▸ Problem requirements:
If a line in the entries below includes the string "from", copy it out.

▸ Exercise inputs:

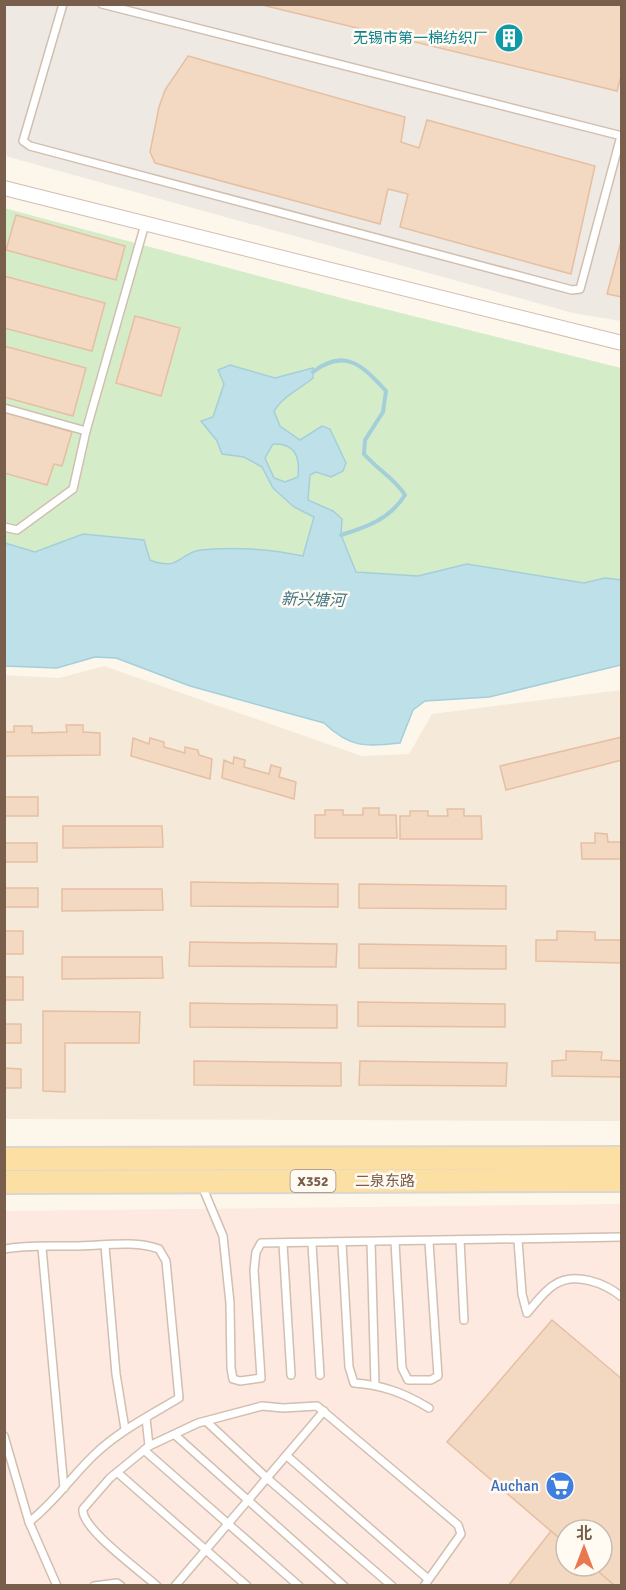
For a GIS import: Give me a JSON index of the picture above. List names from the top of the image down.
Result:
{
  "streets": {
    "main road": ["X352", "二泉东路"]
  },
  "water": ["新兴塘河"],
  "places": {
    "building": ["无锡市第一棉纺织厂"],
    "supermarket": ["Auchan"]
  },
  "north": "top"
}
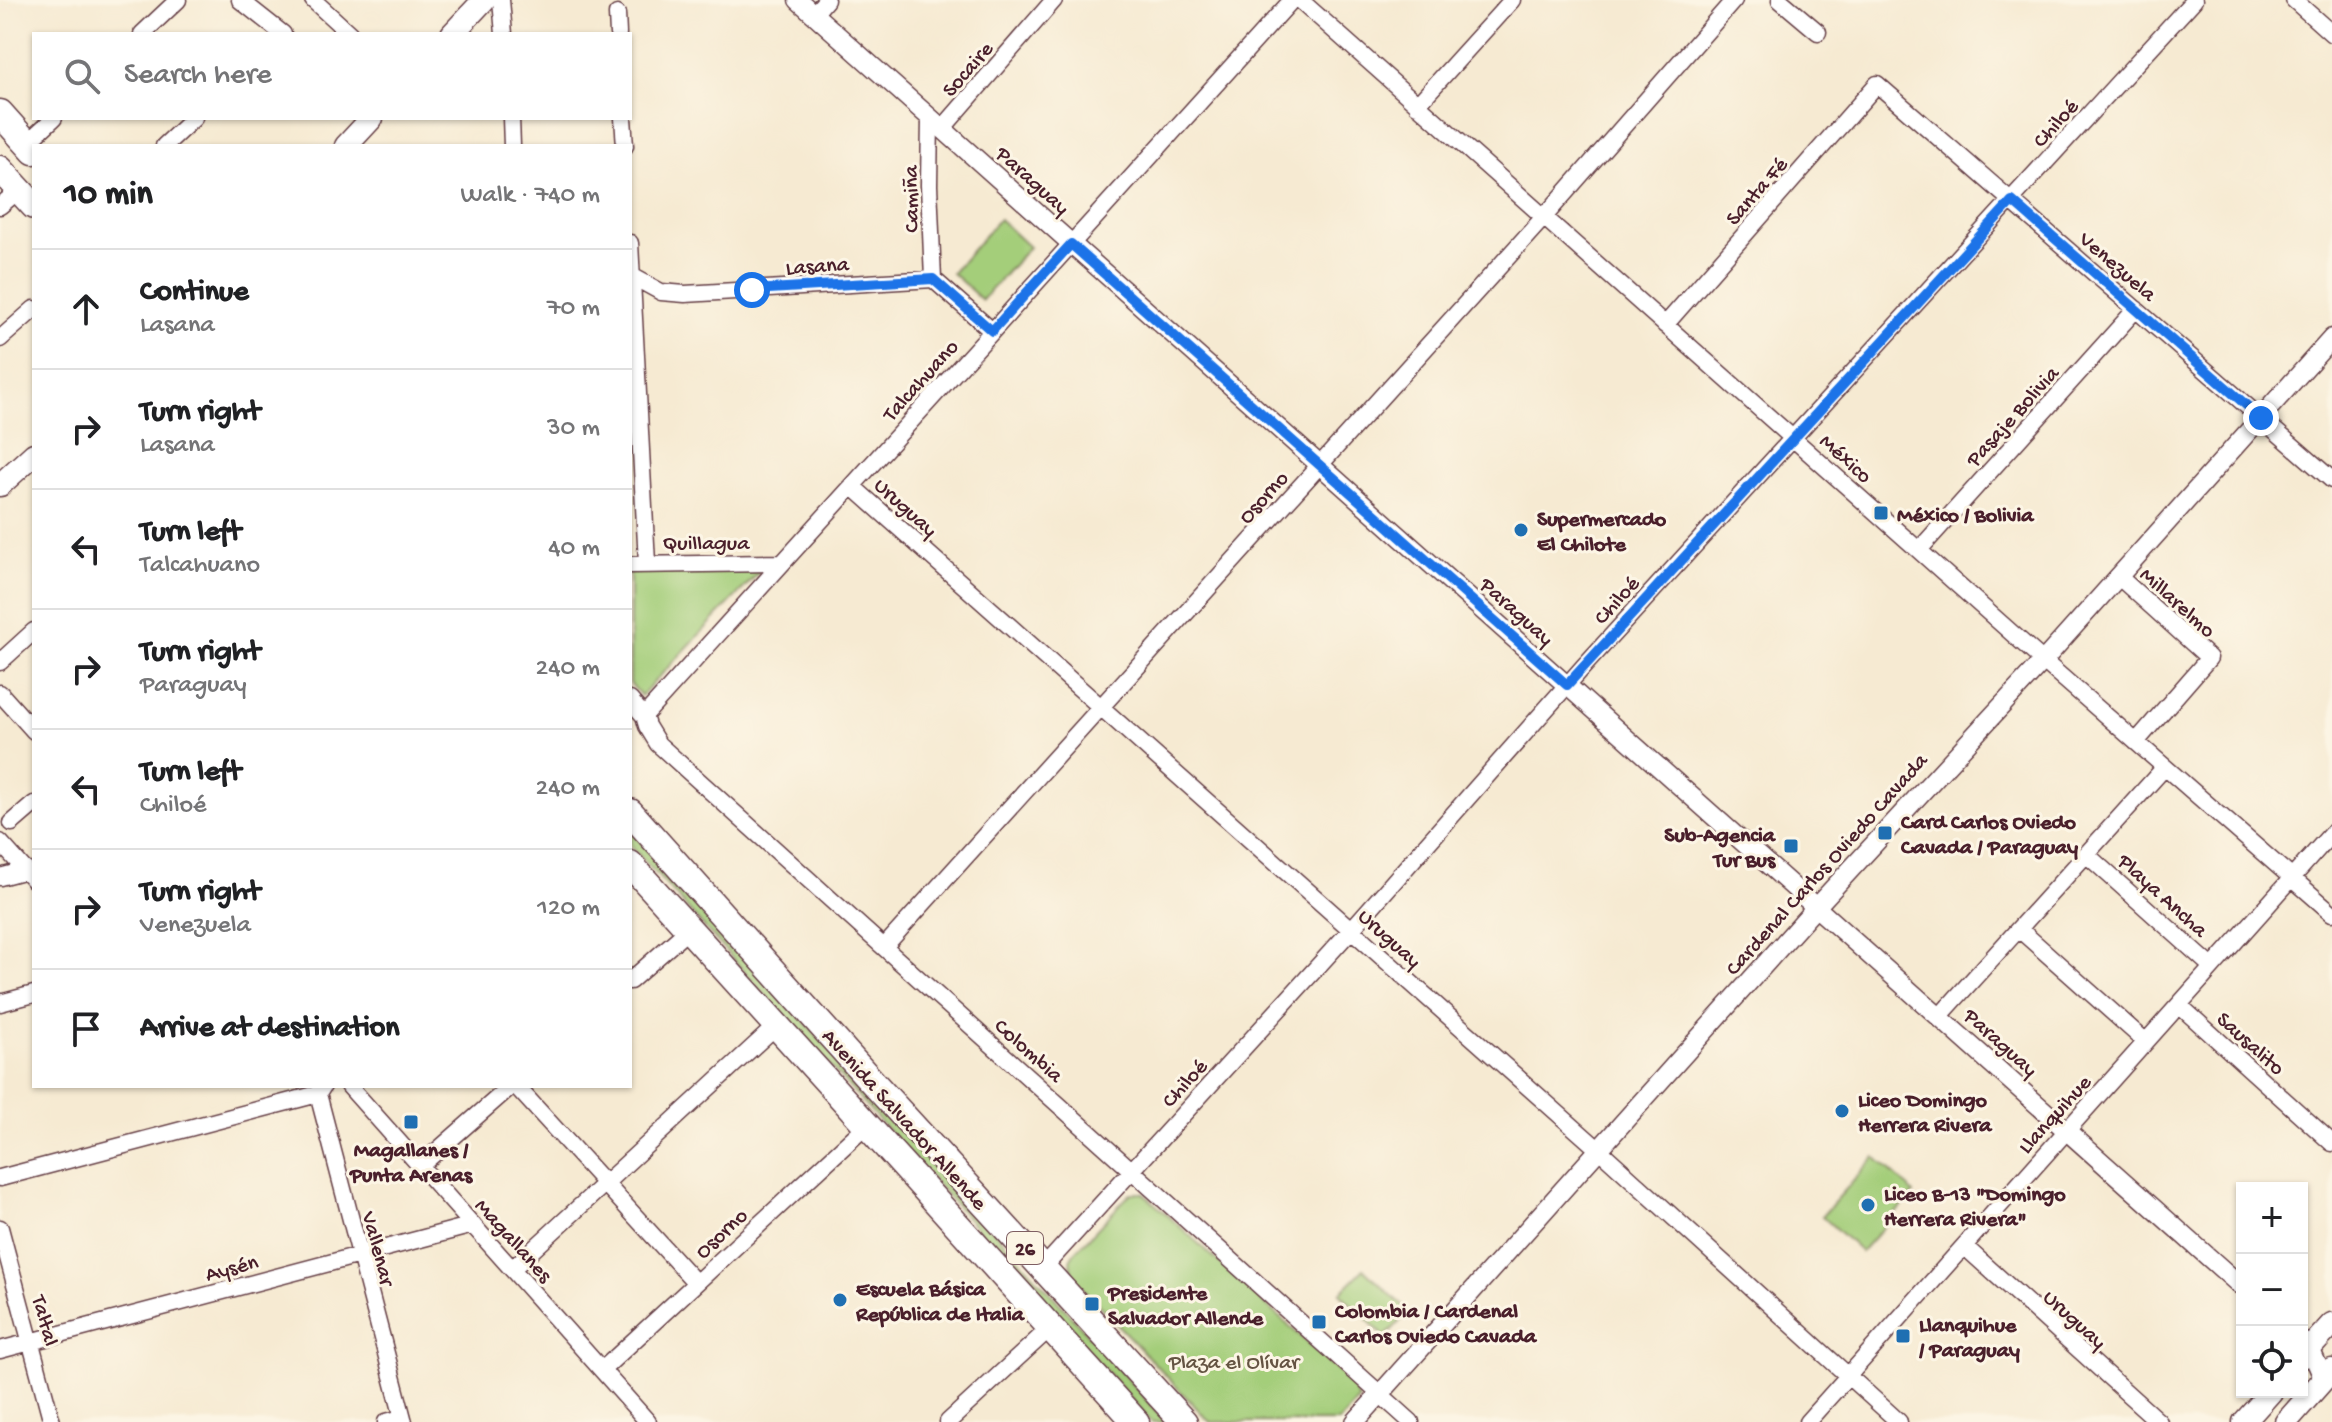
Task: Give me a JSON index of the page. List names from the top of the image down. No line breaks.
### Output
{"streets":{"highway":["Avenida Salvador Allende","26"],"street":["Socaire","Chiloé","Paraguay","Santa Fé","Camiña","Lasana","Venezuela","Talcahuano","Pasaje Bolivia","México","Osorno","Uruguay","Quillagua","Millarelmo","Cardenal Carlos Oviedo Cavada","Playa Ancha","Sausalito","Colombia","Llanquihue","Magallanes","Vallenar","Aysén","Taltal"]},"crossings":[["Socaire","Paraguay"],["Socaire","Camiña"],["Chiloé","Paraguay"],["Chiloé","Venezuela"],["Chiloé","México"],["Chiloé","Uruguay"],["Chiloé","Colombia"],["Chiloé","Avenida Salvador Allende"],["Paraguay","Camiña"],["Paraguay","Talcahuano"],["Paraguay","Osorno"],["Paraguay","Cardenal Carlos Oviedo Cavada"],["Paraguay","Llanquihue"],["Santa Fé","Venezuela"],["Santa Fé","México"],["Camiña","Lasana"],["Venezuela","Pasaje Bolivia"],["Venezuela","Cardenal Carlos Oviedo Cavada"],["Talcahuano","Uruguay"],["Talcahuano","Quillagua"],["Talcahuano","Colombia"],["Pasaje Bolivia","México"],["México","Osorno"],["México","Millarelmo"],["México","Cardenal Carlos Oviedo Cavada"],["México","Llanquihue"],["Osorno","Uruguay"],["Osorno","Colombia"],["Osorno","Avenida Salvador Allende"],["Osorno","Magallanes"],["Uruguay","Cardenal Carlos Oviedo Cavada"],["Uruguay","Llanquihue"],["Millarelmo","Cardenal Carlos Oviedo Cavada"],["Cardenal Carlos Oviedo Cavada","Colombia"],["Playa Ancha","Llanquihue"],["Sausalito","Llanquihue"],["Magallanes","Aysén"],["Vallenar","Aysén"],["Aysén","Taltal"]],"parks":["Plaza el Olívar"],"places":{"transit":["México / Bolivia","Card Carlos Oviedo Cavada / Paraguay","Sub-Agencia Tur Bus","Magallanes / Punta Arenas","Presidente Salvador Allende","Colombia / Cardenal Carlos Oviedo Cavada","Llanquihue / Paraguay"],"other":["Supermercado El Chilote","Liceo Domingo Herrera Rivera","Liceo B-13 \"Domingo Herrera Rivera\"","Escuela Básica República de Italia"]},"page":{"search":"Search here","heading":["10 min","Walk · 740 m"],"list":[["Continue","Lasana","70 m"],["Turn right","Lasana","30 m"],["Turn left","Talcahuano","40 m"],["Turn right","Paraguay","240 m"],["Turn left","Chiloé","240 m"],["Turn right","Venezuela","120 m"],"Arrive at destination"],"map_buttons":["+","−"]}}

▸ Result of the exercise:
For a GIS import: Give me a JSON index of the picture above. List names from the top of the image down.
Task: Give me a JSON index of the page. List names from the top of the image down. No line breaks.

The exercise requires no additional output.